If you haven't yet heard of "Qwen2," that’s about to change with its recent release, which is set to redefine math applications in software development, engineering, and STEM fields.
What is Qwen2?
The landscape of AI is rapidly evolving, making it challenging even for tech enthusiasts to stay updated.
Qwen2 is an open-source large language model (LLM) from Alibaba Cloud, positioned as a competitor to OpenAI’s GPT series, Meta's Llama models, and Anthropic's Claude family. Launched under the sub-brand "Tongyi Qianwen" in August 2023, the Qwen family includes models like Qwen-7B, Qwen-72B, and Qwen-1.8B, showcasing 72 billion and 1.8-billion parameters, respectively. By early June 2024, Qwen2 arrived with a suite of five variants: 0.5B, 1.5B, 7B, 14B, and 72B. To date, Alibaba has released over 100 AI models in the Qwen family.
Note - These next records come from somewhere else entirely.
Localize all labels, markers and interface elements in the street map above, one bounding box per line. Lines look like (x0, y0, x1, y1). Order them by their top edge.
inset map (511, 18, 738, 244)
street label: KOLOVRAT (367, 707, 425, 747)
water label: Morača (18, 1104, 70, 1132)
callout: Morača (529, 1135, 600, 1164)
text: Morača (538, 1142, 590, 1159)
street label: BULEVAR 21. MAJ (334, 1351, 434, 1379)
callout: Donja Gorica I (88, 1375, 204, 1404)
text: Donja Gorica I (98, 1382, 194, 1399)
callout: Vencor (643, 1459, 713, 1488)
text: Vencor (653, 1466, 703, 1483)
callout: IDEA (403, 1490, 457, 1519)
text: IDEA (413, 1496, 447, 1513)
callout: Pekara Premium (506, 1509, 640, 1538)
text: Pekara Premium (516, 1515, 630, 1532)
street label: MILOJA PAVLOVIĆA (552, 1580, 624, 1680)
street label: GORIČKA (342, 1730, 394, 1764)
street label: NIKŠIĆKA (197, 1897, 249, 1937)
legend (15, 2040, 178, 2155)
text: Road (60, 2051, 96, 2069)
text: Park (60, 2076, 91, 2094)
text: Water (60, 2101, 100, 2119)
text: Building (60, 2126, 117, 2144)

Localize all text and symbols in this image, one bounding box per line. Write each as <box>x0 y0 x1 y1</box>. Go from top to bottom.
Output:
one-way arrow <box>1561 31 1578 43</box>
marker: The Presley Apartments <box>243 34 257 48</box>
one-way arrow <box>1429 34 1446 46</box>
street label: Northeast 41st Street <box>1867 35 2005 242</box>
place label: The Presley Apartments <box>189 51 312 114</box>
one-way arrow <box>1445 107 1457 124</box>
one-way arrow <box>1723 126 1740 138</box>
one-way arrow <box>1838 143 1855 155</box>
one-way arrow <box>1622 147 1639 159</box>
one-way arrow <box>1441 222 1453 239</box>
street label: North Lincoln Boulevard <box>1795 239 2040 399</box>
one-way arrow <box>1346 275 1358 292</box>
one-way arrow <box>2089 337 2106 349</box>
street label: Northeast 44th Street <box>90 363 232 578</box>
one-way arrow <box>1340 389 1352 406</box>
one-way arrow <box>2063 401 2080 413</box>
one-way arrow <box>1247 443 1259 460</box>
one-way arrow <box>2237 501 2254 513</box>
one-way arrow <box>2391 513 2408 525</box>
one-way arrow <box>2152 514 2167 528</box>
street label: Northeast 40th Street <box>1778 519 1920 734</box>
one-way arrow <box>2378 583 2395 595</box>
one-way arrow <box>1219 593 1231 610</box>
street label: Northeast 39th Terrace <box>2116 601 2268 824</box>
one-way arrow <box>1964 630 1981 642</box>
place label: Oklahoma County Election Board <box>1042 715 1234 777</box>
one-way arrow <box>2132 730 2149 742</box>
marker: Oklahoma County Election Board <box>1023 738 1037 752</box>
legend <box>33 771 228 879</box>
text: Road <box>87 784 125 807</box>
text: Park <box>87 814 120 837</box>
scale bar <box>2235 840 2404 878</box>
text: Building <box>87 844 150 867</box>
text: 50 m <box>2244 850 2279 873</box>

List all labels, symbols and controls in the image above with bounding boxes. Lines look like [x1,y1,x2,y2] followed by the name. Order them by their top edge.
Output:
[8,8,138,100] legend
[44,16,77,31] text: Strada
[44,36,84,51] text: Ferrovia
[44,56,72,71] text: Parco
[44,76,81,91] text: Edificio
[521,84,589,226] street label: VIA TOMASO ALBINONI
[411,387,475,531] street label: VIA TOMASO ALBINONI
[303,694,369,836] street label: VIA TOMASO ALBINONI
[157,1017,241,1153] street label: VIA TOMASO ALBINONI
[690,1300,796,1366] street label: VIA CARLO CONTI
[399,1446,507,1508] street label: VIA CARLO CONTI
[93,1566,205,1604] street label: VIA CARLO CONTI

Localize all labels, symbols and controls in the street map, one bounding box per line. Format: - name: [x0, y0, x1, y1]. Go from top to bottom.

In its first year, professional adoption in China was impressive, with over 90,000 enterprises integrating Qwen models into their operations. Although these models achieved state-of-the-art performance initially, the fast-paced AI environment soon led to their performance being overshadowed—until now.
What is Qwen2-Math?
Today, Alibaba Cloud unveiled Qwen2-Math, a series of math-specific large language models designed specifically for English. Notably, the 72-billion parameter variant, Qwen2-Math-72B-Instruct, exhibits superior capabilities, outperforming the leading models, including OpenAI's GPT-4o, Anthropic's Claude 3.5 Sonnet, and Google’s Math-Gemini Specialized 1.5 Pro.
For instance, the Qwen2-Math-72B-Instruct scored 84% on the MATH Benchmark for LLMs, which evaluates models using 12,500 challenging mathematics problems that often stump LLMs. An example of such a problem is determining which is greater: 9.9 or 9.11.
Interestingly, Qwen2-Math-72B-Instruct also excels in the grade school math benchmark GSM8K, achieving a remarkable accuracy of 96.7%, while performing at 47.8% proficiency on collegiate-level math.
While Alibaba did not directly compare Microsoft’s Orca-Math model, released in February 2024, it’s worth noting that Orca-Math (7 billion parameters) came close to Qwen2-Math-7B-Instruct with scores of 86.81% versus 89.9%. Even the smallest Qwen2-Math variant, with 1.5 billion parameters, scored impressively—84.2% on GSM8K and 44.2% on college math.
What Are Math AI Models Good For?
While initial applications of LLMs focused on chatbots for customer service and document drafting, math-specific LLMs aim to deliver reliable solutions for routine calculations and numerical problem-solving.
Despite being fundamentally rooted in mathematics, LLMs haven't always matched the reliability seen in previous AI generations for math problem-solving. The creators of Qwen2-Math aspire for their model to significantly aid in resolving complex mathematical challenges.
Notably, while the licensing terms for using Qwen2-Math are not fully open-source, they allow commercial use for enterprises with under 100 million monthly active users, enabling startups and many companies to utilize Qwen2-Math at no cost.
This innovative model is set to enhance the capabilities of professionals and businesses in tackling mathematical problems effectively.